For AOMP 19.0-3, the last LLVM trunk commit is 40954d7f9bb38b2407fe48a524befc5216f13cccon July 22, 2024. This was the last trunk commit before the trunk forked to LLVM-20. The last amd-only commit is baa883c3ad5d70e1f4da5b6f80f6d06c00b73c3a on July 22, 2024. These commits form a frozen branch now called "aomp-19.0-3". See https://github.com/ROCm/llvm-project/tree/aomp-19.0-3.
The integrated ROCm components for this AOMP release were built with ROCM 6.1.2 sources.
This is the 3rd AOMP release based on upstream LLVM 19 development. Since the LLVM trunk has moved to development of LLVM 20, the next AOMP release will be based on LLVM-20.
Changes since AOMP 19.0-2
- Support for requires atomic default mem order clause was added.
- OMPT no longer falls back into synchronous execution mode when profiler is attached.
- OMPT now supports callbacks for
omp_target_associate_ptr
andomp_target_disassociate_ptr
. - Xteam Reduction enabled by default at all opt levels.
- Some HIP interoperability issues with tracking HIP memory allocations on Mi200 were resolved.
- Remove deprecated utility offload-arch. This was replaced with amdgpu-arch or nvptx-arch.
AOMP Release 19.0-2
These are the release notes for AOMP 19.0-2 AOMP uses AMD developer modifications to the upstream LLVM development trunk. These differences are managed in a branch called the "amd-staging". This branch is found in a mirror of upstream LLVM found at https://github.com/ROCm/llvm-project. The amd-staging branch is constantly changing as it merges the upstream development trunk with its downstream development updates. The AMD modifications are experimental and/or/while contributions under review for the upstream trunk. AOMP uses a snapshot of amd-staging at the commit ids and dates listed below.

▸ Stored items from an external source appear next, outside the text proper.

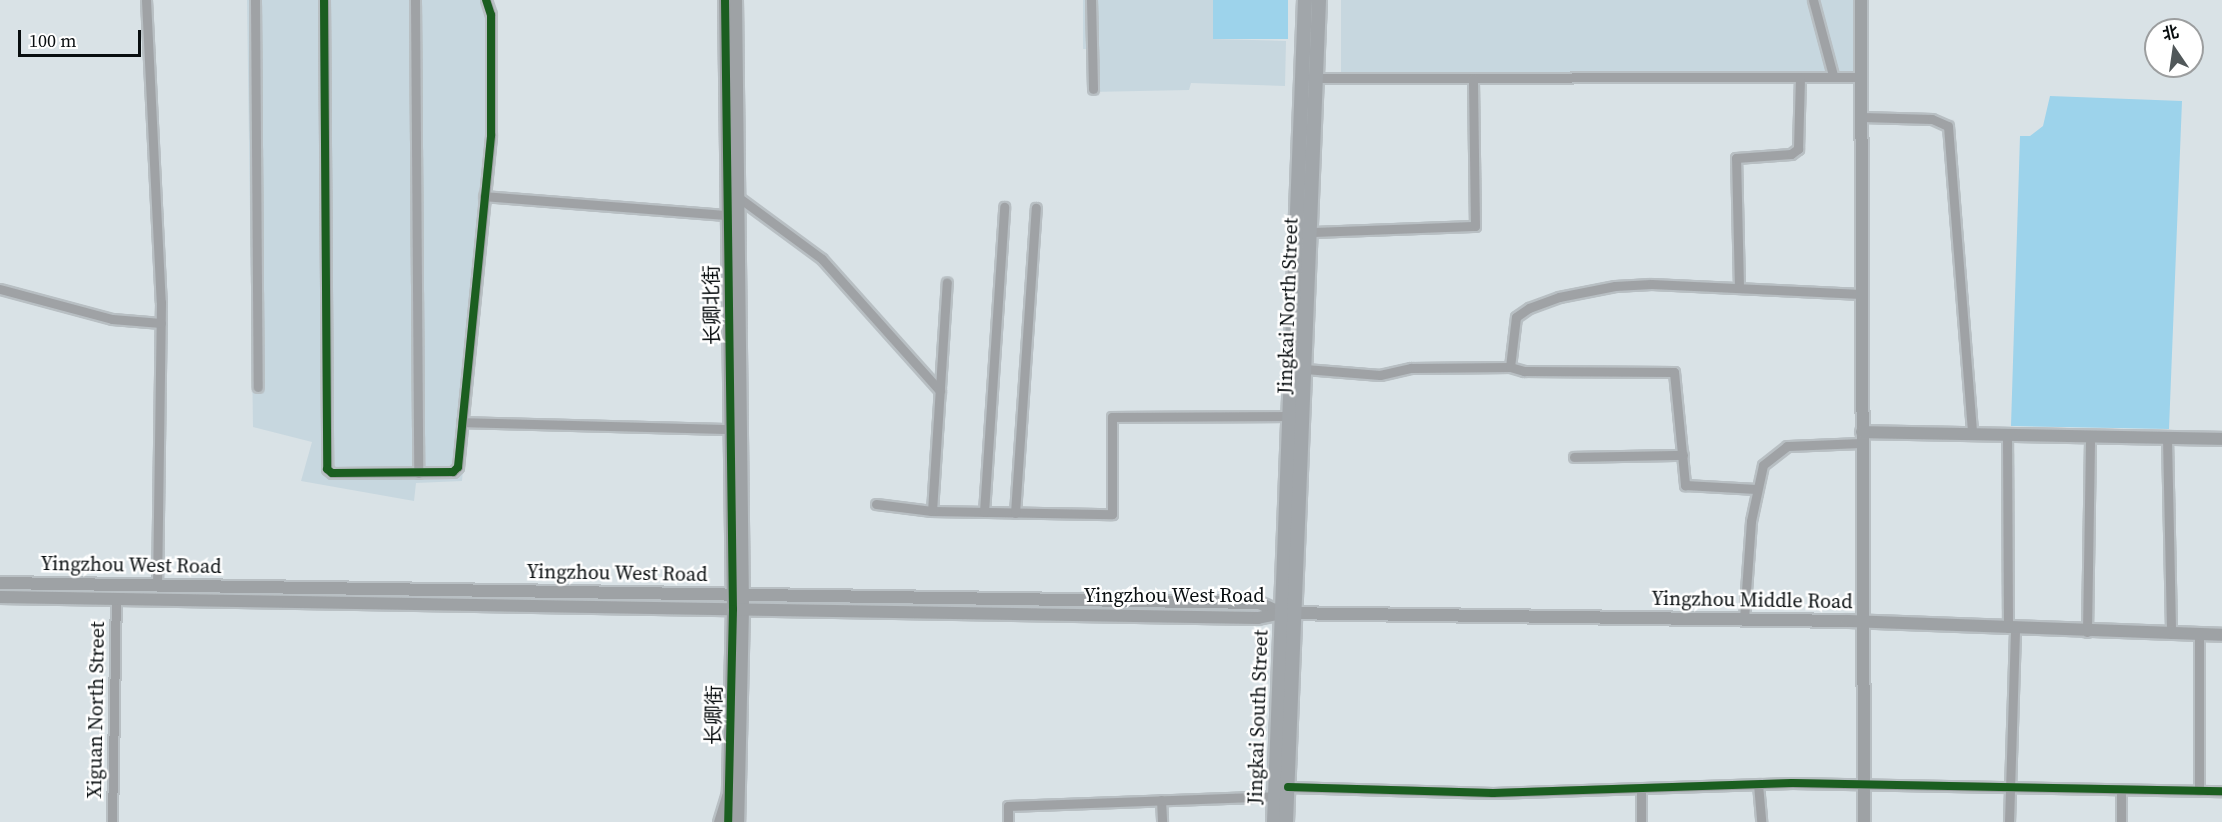 <!DOCTYPE html>
<html>
<head>
<meta charset="utf-8">
<style>
	body { margin:0 }
	#map { position:relative; width:2222px; height:822px; overflow:hidden; background:#d9e2e6; font-family:"Source Serif 4","Noto Sans SC",serif }
	div>[style] { position:absolute }
	[style*='--x'] { left:calc(var(--x)*1px); top:calc(var(--y)*1px); width:calc(var(--w)*1px); rotate:calc(var(--a)*1deg) }
	.built>* { inset:0; background:#c7d7df; transform-origin:0 0 }
	.green>* { inset:0; background:#9dd3eb; transform-origin:0 0 }
	.roads { filter:drop-shadow(2px 0 #b8bfc3) drop-shadow(-2px 0 #b8bfc3) drop-shadow(0 2px #b8bfc3) drop-shadow(0 -2px #b8bfc3) }
	.street>* { height:9px; margin:-4.5px; padding:0 4.5px; transform-origin:4.5px; border-radius:4.5px; background:#9fa2a5 }
	.secondary>* { height:12px; margin:-6px; padding:0 6px; transform-origin:6px; border-radius:6px; background:#9ea2a5 }
	.primary>* { height:14px; margin:-7px; padding:0 7px; transform-origin:7px; border-radius:7px; background:#a1a6aa }
	.cycleway>* { height:8px; margin:-4px; padding:0 4px; transform-origin:4px; border-radius:4px; background:#1b5e20 }
	span { translate:-50% -50%; white-space:nowrap; text-align:center; line-height:1.15; -webkit-text-stroke:5px #fff; paint-order:stroke }
	.street-label { font-size:20px; color:#080d0f }
	.north { position:absolute; left:2144px; top:18px; width:60px; height:60px; box-sizing:border-box; background:#fff; border:2px solid #9c9e9f; border-radius:50%; rotate:347deg; font-size:16px; font-weight:700; line-height:24px; text-align:center; color:#080d0f }
	.north::after { content:''; display:block; margin:auto; width:21px; height:27px; background:#51585a; clip-path:polygon(50% 0,100% 100%,50% 72%,0 100%) }
	.scale { position:absolute; left:18px; top:30px; width:123px; height:27px; box-sizing:border-box; border:3px solid #080d0f; border-top:0; padding-left:8px; font-size:18px; line-height:21px; white-space:nowrap; color:#080d0f; -webkit-text-stroke:4px #fff; paint-order:stroke }
</style>
</head>
<body>
<div id="map">
	<div class="built">
		<i style="clip-path:polygon(247px 0,493px 0,498px 11px,493px 150px,462px 481px,416px 483px,414px 501px,301px 481px,312px 442px,253px 427px)"></i>
		<i style="clip-path:polygon(1083px 0,1213px 0,1214px 39px,1286px 41px,1285px 86px,1191px 83px,1189px 90px,1090px 92px,1089px 49px,1083px 49px)"></i>
		<i style="left:1341px;top:0;width:514px;height:72px"></i>
	</div>
	<div class="green">
		<i style="left:1213px;top:0;width:75px;height:39px"></i>
		<i style="clip-path:polygon(2050px 96px,2182px 101px,2169px 429px,2011px 426px,2020px 136px,2030px 136px,2043px 126px)"></i>
	</div>
	<div class="roads">
		<div class="street">
			<i style="--x:146;--y:0;--w:302;--a:87.2"></i>
			<i style="--x:161;--y:302;--w:283;--a:90.8"></i>
			<i style="--x:255;--y:0;--w:387;--a:89.6"></i>
			<i style="--x:324;--y:0;--w:469;--a:89.6"></i>
			<i style="--x:327;--y:469;--w:6;--a:39"></i>
			<i style="--x:332;--y:473;--w:121;--a:-0.5"></i>
			<i style="--x:453;--y:472;--w:7;--a:-45"></i>
			<i style="--x:458;--y:467;--w:334;--a:-84.3"></i>
			<i style="--x:491;--y:135;--w:120;--a:-90"></i>
			<i style="--x:491;--y:15;--w:16;--a:-108"></i>
			<i style="--x:415;--y:0;--w:473;--a:89.6"></i>
			<i style="--x:1091;--y:0;--w:89;--a:88.7"></i>
			<i style="--x:1813;--y:0;--w:78;--a:75.1"></i>
			<i style="--x:1316;--y:78;--w:545;--a:-0.11"></i>
			<i style="--x:1862;--y:117;--w:70;--a:1.6"></i>
			<i style="--x:1932;--y:119;--w:17;--a:24"></i>
			<i style="--x:1948;--y:126;--w:309;--a:85.5"></i>
			<i style="--x:484;--y:196;--w:244;--a:4.5"></i>
			<i style="--x:738;--y:197;--w:104;--a:36.4"></i>
			<i style="--x:822;--y:259;--w:177;--a:48.2"></i>
			<i style="--x:1311;--y:232;--w:164;--a:-2.1"></i>
			<i style="--x:1475;--y:226;--w:148;--a:-90.8"></i>
			<i style="--x:1739;--y:288;--w:130;--a:-91.3"></i>
			<i style="--x:1736;--y:158;--w:55;--a:-4.2"></i>
			<i style="--x:1791;--y:154;--w:9;--a:-36"></i>
			<i style="--x:1798;--y:149;--w:72;--a:-88.4"></i>
			<i style="--x:0;--y:289;--w:116;--a:15"></i>
			<i style="--x:112;--y:319;--w:49;--a:4.7"></i>
			<i style="--x:1510;--y:367;--w:15;--a:16"></i>
			<i style="--x:1524;--y:371;--w:150;--a:0.4"></i>
			<i style="--x:1674;--y:372;--w:114;--a:84.4"></i>
			<i style="--x:1685;--y:485;--w:71;--a:3.2"></i>
			<i style="--x:1305;--y:369;--w:75;--a:4.6"></i>
			<i style="--x:1380;--y:375;--w:32;--a:-13"></i>
			<i style="--x:1411;--y:368;--w:99;--a:-0.6"></i>
			<i style="--x:1510;--y:367;--w:50;--a:-83.2"></i>
			<i style="--x:1516;--y:317;--w:16;--a:-35"></i>
			<i style="--x:1529;--y:308;--w:32;--a:-20"></i>
			<i style="--x:1559;--y:297;--w:57;--a:-11.1"></i>
			<i style="--x:1615;--y:286;--w:36;--a:-3"></i>
			<i style="--x:1651;--y:284;--w:211;--a:2.7"></i>
			<i style="--x:462;--y:422;--w:268;--a:1.5"></i>
			<i style="--x:2007;--y:434;--w:194;--a:89.7"></i>
			<i style="--x:2167;--y:438;--w:196;--a:88.8"></i>
			<i style="--x:1574;--y:457;--w:109;--a:-1.1"></i>
			<i style="--x:876;--y:504;--w:56;--a:7.1"></i>
			<i style="--x:932;--y:511;--w:180;--a:1"></i>
			<i style="--x:1112;--y:514;--w:97;--a:-90"></i>
			<i style="--x:1112;--y:417;--w:177;--a:-0.3"></i>
			<i style="--x:932;--y:511;--w:229;--a:-86.3"></i>
			<i style="--x:984;--y:512;--w:306;--a:-86.2"></i>
			<i style="--x:1015;--y:513;--w:306;--a:-86.1"></i>
			<i style="--x:1744;--y:619;--w:98;--a:-85.9"></i>
			<i style="--x:1751;--y:521;--w:57;--a:-77.9"></i>
			<i style="--x:1763;--y:465;--w:31;--a:-38"></i>
			<i style="--x:1787;--y:446;--w:75;--a:-2.3"></i>
			<i style="--x:2087;--y:632;--w:196;--a:-89.1"></i>
			<i style="--x:1758;--y:784;--w:38;--a:85"></i>
			<i style="--x:1288;--y:787;--w:205;--a:1.7"></i>
			<i style="--x:1493;--y:793;--w:299;--a:-1.9"></i>
			<i style="--x:1792;--y:783;--w:430;--a:1.1"></i>
			<i style="--x:1641;--y:789;--w:33;--a:90"></i>
			<i style="--x:2199;--y:791;--w:156;--a:-90"></i>
			<i style="--x:1161;--y:800;--w:22;--a:87"></i>
			<i style="--x:112;--y:822;--w:223;--a:-89"></i>
			<i style="--x:718;--y:822;--w:28;--a:-73"></i>
			<i style="--x:1008;--y:822;--w:16;--a:-90"></i>
			<i style="--x:1008;--y:806;--w:267;--a:-2.1"></i>
			<i style="--x:2009;--y:822;--w:193;--a:-88.2"></i>
			<i style="--x:2121;--y:822;--w:33;--a:-90"></i>
		</div>
		<div class="secondary">
			<i style="--x:725;--y:0;--w:609;--a:89.25"></i>
			<i style="--x:733;--y:609;--w:213;--a:91.3"></i>
			<i style="--x:736;--y:0;--w:609;--a:89.34"></i>
			<i style="--x:743;--y:609;--w:213;--a:91.3"></i>
			<i style="--x:1861;--y:0;--w:822;--a:89.79"></i>
			<i style="--x:1862;--y:432;--w:360;--a:1.1"></i>
			<i style="--x:0;--y:583;--w:1259;--a:0.91"></i>
			<i style="--x:1259;--y:603;--w:24;--a:24"></i>
			<i style="--x:0;--y:597;--w:1258;--a:0.96"></i>
			<i style="--x:1258;--y:618;--w:24;--a:-12"></i>
			<i style="--x:1281;--y:613;--w:567;--a:0.81"></i>
			<i style="--x:1848;--y:621;--w:374;--a:2.1"></i>
		</div>
		<div class="primary">
			<i style="--x:1274;--y:822;--w:823;--a:-87.84"></i>
			<i style="--x:1286;--y:822;--w:823;--a:-87.7"></i>
		</div>
	</div>
	<div class="cycleway">
		<i style="--x:324;--y:0;--w:469;--a:89.6"></i>
		<i style="--x:327;--y:469;--w:6;--a:39"></i>
		<i style="--x:332;--y:473;--w:121;--a:-0.5"></i>
		<i style="--x:453;--y:472;--w:7;--a:-45"></i>
		<i style="--x:458;--y:467;--w:334;--a:-84.3"></i>
		<i style="--x:491;--y:135;--w:120;--a:-90"></i>
		<i style="--x:491;--y:15;--w:16;--a:-108"></i>
		<i style="--x:725;--y:0;--w:609;--a:89.25"></i>
		<i style="--x:733;--y:609;--w:213;--a:91.3"></i>
		<i style="--x:1288;--y:787;--w:205;--a:1.7"></i>
		<i style="--x:1493;--y:793;--w:299;--a:-1.9"></i>
		<i style="--x:1792;--y:783;--w:430;--a:1.1"></i>
	</div>
	<div class="street-label">
		<span style="left:712px;top:305px;rotate:-91deg">长卿北街</span>
		<span style="left:1288px;top:306px;rotate:-88deg">Jingkai North Street</span>
		<span style="left:131px;top:565px;rotate:1deg">Yingzhou West Road</span>
		<span style="left:617px;top:573px;rotate:1deg">Yingzhou West Road</span>
		<span style="left:1174px;top:595px">Yingzhou West Road</span>
		<span style="left:1752px;top:600px;rotate:1deg">Yingzhou Middle Road</span>
		<span style="left:96px;top:710px;rotate:-89deg">Xiguan North Street</span>
		<span style="left:714px;top:715px;rotate:-89deg">长卿街</span>
		<span style="left:1258px;top:717px;rotate:-88deg">Jingkai South Street</span>
	</div>
	<div class="north">北</div>
	<div class="scale">100 m</div>
</div>
</body>
</html>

AOMP also includes builds of related ROCm components. We call AOMP a "standalone" build as it does not use or require ROCm with the exception of the kernel module (dkms) and libdrm which are often part of the Linux distribution. AOMP is isolated from any ROCm installations by installing into /usr/lib/aomp and the use of RPATH for runtime libraries.
For AOMP 19.0-2, the last trunk commit is 6012de2b4ec24826574fe9f2d74c7d2ff2b52f23on June 20, 2024. The last amd-only commit is c3a455408b118b8c22f23c7a65d2b5dbf491ab56 on June 20, 2024. These commits forms a frozen branch now called "aomp-19.0-2". See https://github.com/ROCm/llvm-project/tree/aomp-19.0-2.
The integrated ROCm components for this AOMP release were built with ROCM 6.1.2 sources.
This is the 2nd AOMP release based on LLVM 19 development.
AOMP 19.0-1 was tagged, but will not be released.
Changes since AOMP 19.0-0:
- Significant runtime features to support zero-copy for CPU-GPU unified shared memory. See subsections below.
- Merge of the LLVM upstream relocation of libomptarget into the high level "offload" directory. This establishes the long term objective of the LLVM community to unify offload support for different offloading programming models.
- The integrated ROCm components (non-compiler) were built from ROCM 6.1.2 sources.
- Significant enhancements to the gpurun utility including: support for multiple devices, heterogeneous devices, malloc control inherited from numa-ctl -m -l options, and CPU core binding to same numa node as selected GPU. These changes preserve gpurun's ability to oversubscribe (run multiple processes per GPU) by segmenting a GPUs CUs to different processes. To be fixed in 19.0-3, gpurun fails in TPX mode on MI300X.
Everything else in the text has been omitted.